There is the Bistendu, with its spiny stem and poisonous orange fruits, verdant during the driest of summers. There are Indian species like Kadam, with its perfectly round, ball-like flower. There is the magnificent Dhau tree and the Siris tree, which produces flowers that look like make-up brushes. There is the slow-growing Palash and the fast-flowering Semal. There are the old, cavernous Jaal trees that can withstand the blinding sun of the plains with a metaphoric smile and stretch.
Replace these trees with the palms that you find in Dubai, and you will have a tree that grows but not one the area can grow into, not one that can perform the ecosystem functions for the difficult conditions faced by the Aravallis. These hills ensconce a world in them — the cool, relatively-high altitude Mount Abu, an unlikely hill-station; the lope of tigers in the Sariska tiger reserve; the dregs of disturbed but old forests in Delhi. These places hold leopards, walkers, flowers growing in deep shade thrown by trees, and the last remnants of geological heritage in the daily grind of the Plains.
But look at the way this heritage has been treated.
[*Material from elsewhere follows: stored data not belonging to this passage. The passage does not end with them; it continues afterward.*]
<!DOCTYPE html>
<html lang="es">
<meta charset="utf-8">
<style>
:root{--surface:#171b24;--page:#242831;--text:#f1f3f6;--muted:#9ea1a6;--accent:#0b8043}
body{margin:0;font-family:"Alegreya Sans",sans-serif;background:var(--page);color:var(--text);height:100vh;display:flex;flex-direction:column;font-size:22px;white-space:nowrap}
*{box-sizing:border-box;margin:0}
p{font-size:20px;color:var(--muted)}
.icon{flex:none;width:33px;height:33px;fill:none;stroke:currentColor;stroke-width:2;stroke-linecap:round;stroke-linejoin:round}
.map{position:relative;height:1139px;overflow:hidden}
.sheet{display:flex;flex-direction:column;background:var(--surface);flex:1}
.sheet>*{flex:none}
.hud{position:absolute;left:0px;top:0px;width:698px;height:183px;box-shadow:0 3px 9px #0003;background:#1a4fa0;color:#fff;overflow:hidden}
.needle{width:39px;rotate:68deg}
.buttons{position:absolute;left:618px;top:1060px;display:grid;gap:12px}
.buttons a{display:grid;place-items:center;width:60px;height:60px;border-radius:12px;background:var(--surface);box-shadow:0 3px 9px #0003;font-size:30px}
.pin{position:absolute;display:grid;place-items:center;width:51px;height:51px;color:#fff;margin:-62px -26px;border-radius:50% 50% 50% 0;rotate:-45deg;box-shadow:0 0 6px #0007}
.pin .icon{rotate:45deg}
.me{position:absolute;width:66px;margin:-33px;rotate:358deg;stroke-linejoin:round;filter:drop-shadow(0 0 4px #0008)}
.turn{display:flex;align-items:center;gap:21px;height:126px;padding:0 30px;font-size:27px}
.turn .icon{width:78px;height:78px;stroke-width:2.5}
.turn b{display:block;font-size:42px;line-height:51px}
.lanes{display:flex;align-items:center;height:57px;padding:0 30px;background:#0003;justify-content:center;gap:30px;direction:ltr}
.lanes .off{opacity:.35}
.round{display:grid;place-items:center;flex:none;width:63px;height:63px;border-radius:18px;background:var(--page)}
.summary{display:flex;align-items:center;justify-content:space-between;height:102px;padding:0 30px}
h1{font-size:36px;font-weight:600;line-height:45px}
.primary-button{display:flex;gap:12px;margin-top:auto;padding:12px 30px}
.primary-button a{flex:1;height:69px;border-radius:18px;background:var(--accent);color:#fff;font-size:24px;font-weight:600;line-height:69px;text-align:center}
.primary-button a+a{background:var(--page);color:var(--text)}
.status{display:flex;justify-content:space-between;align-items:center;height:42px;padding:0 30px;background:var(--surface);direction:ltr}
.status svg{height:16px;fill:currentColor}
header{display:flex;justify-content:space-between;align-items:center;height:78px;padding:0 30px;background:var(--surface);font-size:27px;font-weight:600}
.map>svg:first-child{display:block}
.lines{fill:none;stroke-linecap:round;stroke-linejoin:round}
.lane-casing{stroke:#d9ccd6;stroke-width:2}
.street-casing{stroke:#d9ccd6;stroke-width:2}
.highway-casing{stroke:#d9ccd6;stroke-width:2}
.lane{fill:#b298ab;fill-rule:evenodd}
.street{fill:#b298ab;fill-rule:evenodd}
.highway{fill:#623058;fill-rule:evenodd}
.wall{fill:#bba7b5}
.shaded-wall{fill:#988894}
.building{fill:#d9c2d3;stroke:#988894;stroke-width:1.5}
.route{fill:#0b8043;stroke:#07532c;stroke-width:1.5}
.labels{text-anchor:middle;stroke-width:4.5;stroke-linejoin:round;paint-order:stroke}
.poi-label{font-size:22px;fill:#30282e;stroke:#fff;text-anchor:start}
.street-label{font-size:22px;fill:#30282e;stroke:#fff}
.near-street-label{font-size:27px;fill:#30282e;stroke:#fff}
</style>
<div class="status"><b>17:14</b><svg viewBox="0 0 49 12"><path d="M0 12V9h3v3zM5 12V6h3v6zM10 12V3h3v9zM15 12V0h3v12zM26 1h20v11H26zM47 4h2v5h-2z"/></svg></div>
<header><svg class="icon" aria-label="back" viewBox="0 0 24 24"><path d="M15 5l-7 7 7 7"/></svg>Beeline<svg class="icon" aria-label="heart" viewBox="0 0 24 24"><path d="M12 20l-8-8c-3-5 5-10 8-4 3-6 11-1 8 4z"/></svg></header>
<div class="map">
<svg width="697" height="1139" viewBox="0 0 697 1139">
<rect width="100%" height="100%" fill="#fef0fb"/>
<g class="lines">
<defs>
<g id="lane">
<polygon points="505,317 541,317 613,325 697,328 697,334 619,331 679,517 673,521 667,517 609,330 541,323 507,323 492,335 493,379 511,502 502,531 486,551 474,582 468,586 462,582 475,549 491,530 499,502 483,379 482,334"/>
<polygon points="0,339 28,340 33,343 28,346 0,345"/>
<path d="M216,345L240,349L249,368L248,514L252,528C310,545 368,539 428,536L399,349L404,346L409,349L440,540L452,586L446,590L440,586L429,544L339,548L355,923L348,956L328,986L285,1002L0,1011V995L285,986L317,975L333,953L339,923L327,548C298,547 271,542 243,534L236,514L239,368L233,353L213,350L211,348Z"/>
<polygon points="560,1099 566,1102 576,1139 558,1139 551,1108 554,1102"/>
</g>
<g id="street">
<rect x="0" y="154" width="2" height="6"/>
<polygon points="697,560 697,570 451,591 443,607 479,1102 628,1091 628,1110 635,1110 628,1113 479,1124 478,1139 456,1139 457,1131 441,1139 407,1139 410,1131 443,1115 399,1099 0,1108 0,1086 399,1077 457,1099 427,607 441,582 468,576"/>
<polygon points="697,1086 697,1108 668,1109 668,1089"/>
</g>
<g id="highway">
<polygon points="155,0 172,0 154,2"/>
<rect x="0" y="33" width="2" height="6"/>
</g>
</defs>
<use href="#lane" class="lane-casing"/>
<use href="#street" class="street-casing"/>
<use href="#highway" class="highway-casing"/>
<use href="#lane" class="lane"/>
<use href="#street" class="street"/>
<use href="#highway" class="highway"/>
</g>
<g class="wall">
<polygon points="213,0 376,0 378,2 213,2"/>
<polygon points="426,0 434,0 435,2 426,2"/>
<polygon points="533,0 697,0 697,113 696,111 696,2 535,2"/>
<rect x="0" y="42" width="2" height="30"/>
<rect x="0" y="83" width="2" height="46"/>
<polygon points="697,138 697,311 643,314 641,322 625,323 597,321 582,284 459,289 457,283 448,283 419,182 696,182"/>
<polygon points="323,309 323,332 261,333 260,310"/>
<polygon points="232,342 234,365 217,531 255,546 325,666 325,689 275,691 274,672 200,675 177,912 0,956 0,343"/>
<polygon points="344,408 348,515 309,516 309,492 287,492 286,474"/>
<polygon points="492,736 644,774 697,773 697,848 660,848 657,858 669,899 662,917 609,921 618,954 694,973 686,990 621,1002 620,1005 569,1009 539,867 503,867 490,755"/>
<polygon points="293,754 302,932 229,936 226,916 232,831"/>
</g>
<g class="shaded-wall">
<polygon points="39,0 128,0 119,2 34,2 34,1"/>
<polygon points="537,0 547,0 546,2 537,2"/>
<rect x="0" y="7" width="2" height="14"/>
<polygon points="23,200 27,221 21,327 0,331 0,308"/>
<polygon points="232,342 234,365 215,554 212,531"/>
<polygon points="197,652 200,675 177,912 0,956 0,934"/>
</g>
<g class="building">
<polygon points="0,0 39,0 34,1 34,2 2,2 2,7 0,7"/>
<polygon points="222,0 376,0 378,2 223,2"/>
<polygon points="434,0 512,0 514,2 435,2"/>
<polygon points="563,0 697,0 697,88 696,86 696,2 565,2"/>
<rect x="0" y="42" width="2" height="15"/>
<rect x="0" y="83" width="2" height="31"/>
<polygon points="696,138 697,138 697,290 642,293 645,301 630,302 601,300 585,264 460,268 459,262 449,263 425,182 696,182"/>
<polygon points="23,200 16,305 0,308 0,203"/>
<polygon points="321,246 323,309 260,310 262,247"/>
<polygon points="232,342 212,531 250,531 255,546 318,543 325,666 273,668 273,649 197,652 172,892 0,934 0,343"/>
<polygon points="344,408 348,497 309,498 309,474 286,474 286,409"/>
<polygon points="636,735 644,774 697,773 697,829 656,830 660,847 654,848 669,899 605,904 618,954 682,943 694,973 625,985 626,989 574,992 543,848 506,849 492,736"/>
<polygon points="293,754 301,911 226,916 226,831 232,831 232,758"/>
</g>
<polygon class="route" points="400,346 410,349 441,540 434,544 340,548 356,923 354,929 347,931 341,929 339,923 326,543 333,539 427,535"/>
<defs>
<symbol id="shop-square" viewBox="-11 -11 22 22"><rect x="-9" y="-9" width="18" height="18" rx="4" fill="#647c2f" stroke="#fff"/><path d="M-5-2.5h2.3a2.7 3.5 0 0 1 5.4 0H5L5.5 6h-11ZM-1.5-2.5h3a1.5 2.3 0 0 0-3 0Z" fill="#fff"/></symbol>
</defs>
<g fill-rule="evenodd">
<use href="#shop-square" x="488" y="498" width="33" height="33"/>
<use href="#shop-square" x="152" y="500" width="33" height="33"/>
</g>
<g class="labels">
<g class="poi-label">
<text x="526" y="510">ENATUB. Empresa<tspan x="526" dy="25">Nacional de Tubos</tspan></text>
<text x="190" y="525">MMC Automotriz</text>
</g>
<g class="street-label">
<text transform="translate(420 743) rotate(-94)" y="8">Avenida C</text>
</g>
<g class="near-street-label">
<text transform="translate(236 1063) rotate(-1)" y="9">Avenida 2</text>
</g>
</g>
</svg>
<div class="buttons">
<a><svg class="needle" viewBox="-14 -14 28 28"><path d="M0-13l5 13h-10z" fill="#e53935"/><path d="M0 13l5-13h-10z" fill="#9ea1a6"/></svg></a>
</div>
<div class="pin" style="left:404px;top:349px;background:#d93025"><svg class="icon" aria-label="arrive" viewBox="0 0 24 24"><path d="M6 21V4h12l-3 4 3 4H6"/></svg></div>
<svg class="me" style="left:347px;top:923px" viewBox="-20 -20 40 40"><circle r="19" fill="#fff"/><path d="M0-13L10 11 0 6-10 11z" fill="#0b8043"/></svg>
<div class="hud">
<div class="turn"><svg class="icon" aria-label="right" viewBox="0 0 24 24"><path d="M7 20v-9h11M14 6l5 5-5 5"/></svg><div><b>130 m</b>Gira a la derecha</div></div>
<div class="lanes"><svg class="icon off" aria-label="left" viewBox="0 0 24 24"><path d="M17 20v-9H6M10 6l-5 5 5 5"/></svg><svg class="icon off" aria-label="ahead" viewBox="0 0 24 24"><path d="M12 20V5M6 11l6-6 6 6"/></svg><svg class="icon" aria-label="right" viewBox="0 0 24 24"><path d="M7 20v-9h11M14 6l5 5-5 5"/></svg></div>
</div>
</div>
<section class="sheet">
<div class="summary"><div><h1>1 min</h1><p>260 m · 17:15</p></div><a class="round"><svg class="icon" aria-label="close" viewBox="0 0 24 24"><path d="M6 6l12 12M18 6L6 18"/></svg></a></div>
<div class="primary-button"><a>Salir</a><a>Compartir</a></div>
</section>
Not one but two courts have come down on states due to the latter’s rampant destruction of the Aravallis. Last year, the Supreme Court expressed shock over 31 Aravalli hills that have been razed by mining. Several warnings by courts on not destroying the hills fell on deaf ears. Earlier this year, the Haryana government amended the Punjab Land Preservation Act to open up large portions of the Aravallis to real estate and other uses — once again, it was the Supreme Court that came down heavily on the state, slamming Haryana for the Amendment. And it is another court, the National Green Tribunal, which has ordered that the Aravallis in Faridabad district are deemed forest.
This was in a case filed by a concerned citizen — after as many as 7,000 trees were felled over two days for a housing project.
It is a few enlightened citizens and the Courts who are leading the charge for the hills.
In the Faridabad case, several forest department officers stuck their necks out for the Aravallis. But the fight — for what is considered one of the world’s oldest mountains ranges — is far from over, squeezed almost to death by the real-estatisation of natural areas.
One thing is clear: no matter what the level of degradation, realtors, miners and callous legislators will continue executing reckless projects.
In the race to win votes, cash or tenders, millennia of history is of no consequence. It is for us to educate ourselves and realise the relevance of our last climate safety blanket. It is for us to say — no votes if there are no Aravallis.
And it is for us to finally move the long-neglected backdrop into the foreground.